## PROBLEM TO SOLVE
Beginning with the first line of the data below, set down each line exactly through the line that contains "position:absolute; left:643px; top:136px;".

(RECORDS FOR PROCESSING Opens)

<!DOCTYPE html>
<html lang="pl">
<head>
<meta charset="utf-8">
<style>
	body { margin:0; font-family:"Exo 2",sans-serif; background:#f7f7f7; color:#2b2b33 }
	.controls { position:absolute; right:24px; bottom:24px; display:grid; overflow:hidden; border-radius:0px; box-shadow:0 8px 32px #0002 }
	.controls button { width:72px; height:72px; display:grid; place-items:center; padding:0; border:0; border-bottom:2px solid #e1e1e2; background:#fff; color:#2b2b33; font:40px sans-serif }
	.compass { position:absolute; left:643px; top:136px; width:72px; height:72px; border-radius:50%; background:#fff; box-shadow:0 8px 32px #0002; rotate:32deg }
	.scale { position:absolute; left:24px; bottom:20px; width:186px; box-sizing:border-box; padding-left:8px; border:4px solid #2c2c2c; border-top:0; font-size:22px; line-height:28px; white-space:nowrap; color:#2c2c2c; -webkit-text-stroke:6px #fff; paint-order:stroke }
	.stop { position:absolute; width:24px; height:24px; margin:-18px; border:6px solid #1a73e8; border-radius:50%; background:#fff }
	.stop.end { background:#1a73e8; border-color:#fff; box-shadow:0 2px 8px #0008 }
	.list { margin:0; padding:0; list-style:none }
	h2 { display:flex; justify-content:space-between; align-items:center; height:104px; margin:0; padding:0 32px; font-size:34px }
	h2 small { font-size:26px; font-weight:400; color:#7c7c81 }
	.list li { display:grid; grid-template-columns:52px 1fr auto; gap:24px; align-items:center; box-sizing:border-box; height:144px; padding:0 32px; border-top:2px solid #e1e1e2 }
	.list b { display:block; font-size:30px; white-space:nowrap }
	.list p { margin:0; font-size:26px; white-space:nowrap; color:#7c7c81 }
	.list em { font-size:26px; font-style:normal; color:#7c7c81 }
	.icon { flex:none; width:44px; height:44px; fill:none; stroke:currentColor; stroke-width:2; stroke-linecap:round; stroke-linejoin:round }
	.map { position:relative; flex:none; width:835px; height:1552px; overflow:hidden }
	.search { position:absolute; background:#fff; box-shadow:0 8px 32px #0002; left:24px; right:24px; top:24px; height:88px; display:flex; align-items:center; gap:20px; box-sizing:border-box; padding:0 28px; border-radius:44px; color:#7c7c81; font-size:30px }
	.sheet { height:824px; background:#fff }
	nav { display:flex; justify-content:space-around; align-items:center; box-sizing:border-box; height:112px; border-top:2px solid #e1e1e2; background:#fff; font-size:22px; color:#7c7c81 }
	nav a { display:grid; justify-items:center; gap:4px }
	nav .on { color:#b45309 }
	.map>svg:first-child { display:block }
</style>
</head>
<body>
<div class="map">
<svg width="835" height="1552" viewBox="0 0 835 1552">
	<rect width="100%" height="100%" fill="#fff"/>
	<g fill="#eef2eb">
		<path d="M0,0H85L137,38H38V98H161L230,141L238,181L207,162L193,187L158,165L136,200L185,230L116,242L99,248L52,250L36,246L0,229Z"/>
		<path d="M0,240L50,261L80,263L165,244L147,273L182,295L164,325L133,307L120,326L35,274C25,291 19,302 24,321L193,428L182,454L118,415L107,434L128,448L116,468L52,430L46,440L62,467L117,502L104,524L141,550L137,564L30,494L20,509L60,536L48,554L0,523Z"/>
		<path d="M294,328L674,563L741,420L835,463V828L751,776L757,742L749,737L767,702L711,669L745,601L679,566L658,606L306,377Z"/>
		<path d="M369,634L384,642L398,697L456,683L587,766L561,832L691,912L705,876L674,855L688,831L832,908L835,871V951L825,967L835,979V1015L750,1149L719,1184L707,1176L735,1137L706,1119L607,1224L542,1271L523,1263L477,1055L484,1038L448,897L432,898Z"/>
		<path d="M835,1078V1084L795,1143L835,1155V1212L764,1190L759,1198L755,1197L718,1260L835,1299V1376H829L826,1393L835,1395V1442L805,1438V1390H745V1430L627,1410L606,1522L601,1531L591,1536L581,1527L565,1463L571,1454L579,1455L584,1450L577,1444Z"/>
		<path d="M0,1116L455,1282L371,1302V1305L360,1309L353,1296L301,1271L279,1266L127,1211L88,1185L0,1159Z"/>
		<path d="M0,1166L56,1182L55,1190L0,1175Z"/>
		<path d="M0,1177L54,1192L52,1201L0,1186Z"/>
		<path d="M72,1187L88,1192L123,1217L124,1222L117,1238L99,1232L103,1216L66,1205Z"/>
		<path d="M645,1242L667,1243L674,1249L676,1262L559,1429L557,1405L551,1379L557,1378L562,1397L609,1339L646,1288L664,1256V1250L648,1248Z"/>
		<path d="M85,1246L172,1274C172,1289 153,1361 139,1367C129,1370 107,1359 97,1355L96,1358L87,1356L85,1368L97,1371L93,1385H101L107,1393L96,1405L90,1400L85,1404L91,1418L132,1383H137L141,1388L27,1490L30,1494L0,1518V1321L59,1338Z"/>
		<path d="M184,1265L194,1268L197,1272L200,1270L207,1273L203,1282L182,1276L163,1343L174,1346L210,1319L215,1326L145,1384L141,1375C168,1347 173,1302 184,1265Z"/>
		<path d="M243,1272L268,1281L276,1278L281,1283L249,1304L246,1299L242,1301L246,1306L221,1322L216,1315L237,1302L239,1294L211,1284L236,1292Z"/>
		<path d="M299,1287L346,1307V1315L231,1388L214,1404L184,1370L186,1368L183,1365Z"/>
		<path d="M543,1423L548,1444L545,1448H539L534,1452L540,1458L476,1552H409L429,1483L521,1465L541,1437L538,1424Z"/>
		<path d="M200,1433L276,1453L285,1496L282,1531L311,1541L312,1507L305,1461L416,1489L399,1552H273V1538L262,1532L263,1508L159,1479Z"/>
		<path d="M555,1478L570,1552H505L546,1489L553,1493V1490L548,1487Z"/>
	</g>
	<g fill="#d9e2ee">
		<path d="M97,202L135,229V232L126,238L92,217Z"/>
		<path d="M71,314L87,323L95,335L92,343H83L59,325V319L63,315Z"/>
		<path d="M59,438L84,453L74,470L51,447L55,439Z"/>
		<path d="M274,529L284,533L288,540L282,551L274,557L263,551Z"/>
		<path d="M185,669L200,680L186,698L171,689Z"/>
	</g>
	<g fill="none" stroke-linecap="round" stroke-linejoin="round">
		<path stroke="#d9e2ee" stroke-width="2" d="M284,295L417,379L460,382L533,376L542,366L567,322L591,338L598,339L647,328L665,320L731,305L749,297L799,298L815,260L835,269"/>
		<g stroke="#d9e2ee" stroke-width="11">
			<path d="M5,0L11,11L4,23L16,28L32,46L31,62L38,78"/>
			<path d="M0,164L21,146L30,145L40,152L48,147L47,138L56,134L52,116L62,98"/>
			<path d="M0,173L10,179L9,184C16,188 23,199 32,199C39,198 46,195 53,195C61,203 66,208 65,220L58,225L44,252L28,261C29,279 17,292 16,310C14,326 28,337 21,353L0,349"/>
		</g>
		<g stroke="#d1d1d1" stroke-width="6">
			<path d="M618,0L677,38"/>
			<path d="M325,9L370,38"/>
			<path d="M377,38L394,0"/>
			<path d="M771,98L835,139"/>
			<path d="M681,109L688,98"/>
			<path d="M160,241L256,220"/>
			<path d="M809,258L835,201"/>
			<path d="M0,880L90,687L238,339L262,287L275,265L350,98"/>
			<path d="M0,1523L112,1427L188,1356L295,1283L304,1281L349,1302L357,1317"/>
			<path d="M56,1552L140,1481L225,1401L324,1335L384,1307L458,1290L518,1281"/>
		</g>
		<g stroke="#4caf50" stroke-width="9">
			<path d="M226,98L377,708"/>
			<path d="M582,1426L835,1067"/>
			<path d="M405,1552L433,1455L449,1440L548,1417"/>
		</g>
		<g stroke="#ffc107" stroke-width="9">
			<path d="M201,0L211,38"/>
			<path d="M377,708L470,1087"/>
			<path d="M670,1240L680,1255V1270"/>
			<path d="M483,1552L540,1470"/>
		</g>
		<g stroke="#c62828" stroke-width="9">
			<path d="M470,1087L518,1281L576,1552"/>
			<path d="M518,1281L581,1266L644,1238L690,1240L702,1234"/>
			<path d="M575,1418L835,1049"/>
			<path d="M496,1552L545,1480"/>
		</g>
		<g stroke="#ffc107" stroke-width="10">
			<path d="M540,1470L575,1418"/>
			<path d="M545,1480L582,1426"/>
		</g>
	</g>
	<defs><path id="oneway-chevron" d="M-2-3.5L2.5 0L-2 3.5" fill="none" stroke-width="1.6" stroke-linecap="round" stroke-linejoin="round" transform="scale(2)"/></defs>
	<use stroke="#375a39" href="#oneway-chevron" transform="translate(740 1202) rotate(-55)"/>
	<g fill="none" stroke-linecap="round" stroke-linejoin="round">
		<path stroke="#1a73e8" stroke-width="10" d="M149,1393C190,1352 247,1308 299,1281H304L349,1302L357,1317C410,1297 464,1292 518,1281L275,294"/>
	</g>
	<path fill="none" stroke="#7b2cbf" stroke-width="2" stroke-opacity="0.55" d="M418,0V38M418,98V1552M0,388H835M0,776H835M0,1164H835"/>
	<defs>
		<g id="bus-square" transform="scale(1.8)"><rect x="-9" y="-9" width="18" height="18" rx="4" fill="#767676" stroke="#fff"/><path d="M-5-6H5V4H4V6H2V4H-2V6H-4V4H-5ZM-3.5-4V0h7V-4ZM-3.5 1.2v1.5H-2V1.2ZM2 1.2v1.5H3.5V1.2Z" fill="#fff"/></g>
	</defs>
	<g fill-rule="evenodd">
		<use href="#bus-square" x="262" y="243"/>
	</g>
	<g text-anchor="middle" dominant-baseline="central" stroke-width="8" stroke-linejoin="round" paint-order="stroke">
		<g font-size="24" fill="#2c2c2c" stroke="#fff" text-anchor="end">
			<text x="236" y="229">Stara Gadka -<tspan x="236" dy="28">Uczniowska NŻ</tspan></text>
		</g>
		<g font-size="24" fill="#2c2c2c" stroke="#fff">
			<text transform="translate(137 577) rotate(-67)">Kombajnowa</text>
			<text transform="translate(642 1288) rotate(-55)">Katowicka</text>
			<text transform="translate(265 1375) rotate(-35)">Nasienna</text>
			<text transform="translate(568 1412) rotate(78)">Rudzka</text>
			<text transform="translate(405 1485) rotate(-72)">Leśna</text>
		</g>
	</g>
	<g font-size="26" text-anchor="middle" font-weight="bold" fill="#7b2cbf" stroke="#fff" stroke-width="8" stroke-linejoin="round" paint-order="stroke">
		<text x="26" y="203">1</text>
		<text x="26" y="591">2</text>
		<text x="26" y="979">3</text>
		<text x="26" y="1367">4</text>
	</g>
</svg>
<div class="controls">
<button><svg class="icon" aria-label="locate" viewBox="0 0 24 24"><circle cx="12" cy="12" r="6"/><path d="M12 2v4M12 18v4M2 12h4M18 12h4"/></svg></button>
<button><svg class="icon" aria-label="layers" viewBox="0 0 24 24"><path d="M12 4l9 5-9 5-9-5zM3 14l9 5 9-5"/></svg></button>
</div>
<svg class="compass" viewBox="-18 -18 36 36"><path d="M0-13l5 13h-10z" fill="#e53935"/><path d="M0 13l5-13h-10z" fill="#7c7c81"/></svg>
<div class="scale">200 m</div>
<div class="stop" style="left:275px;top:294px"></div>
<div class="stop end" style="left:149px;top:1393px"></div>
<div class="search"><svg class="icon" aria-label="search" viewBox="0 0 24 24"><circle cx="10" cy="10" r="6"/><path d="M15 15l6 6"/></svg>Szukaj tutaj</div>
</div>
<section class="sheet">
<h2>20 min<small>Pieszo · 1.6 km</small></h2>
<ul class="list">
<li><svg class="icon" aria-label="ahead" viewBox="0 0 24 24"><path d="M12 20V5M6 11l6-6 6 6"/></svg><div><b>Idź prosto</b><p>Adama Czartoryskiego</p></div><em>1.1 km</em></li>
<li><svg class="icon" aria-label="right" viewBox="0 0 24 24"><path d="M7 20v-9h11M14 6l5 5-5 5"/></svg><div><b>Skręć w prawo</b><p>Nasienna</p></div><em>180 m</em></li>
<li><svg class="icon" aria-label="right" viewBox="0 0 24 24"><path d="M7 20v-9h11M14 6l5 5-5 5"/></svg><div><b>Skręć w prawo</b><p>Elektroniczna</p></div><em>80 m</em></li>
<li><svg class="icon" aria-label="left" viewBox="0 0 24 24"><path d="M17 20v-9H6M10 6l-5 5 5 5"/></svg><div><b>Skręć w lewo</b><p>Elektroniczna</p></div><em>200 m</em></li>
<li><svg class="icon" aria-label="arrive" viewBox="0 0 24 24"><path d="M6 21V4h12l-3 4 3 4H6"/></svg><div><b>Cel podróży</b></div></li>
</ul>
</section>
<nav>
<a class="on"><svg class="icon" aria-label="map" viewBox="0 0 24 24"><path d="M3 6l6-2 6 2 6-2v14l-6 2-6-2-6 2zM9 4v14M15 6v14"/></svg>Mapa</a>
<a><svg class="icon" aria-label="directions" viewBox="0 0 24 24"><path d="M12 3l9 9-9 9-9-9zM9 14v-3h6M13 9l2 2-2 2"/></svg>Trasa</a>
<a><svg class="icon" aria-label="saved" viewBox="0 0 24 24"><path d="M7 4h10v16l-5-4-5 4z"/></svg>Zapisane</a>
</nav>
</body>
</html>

(RECORDS FOR PROCESSING Closes)

## SOLUTION
<!DOCTYPE html>
<html lang="pl">
<head>
<meta charset="utf-8">
<style>
	body { margin:0; font-family:"Exo 2",sans-serif; background:#f7f7f7; color:#2b2b33 }
	.controls { position:absolute; right:24px; bottom:24px; display:grid; overflow:hidden; border-radius:0px; box-shadow:0 8px 32px #0002 }
	.controls button { width:72px; height:72px; display:grid; place-items:center; padding:0; border:0; border-bottom:2px solid #e1e1e2; background:#fff; color:#2b2b33; font:40px sans-serif }
	.compass { position:absolute; left:643px; top:136px; width:72px; height:72px; border-radius:50%; background:#fff; box-shadow:0 8px 32px #0002; rotate:32deg }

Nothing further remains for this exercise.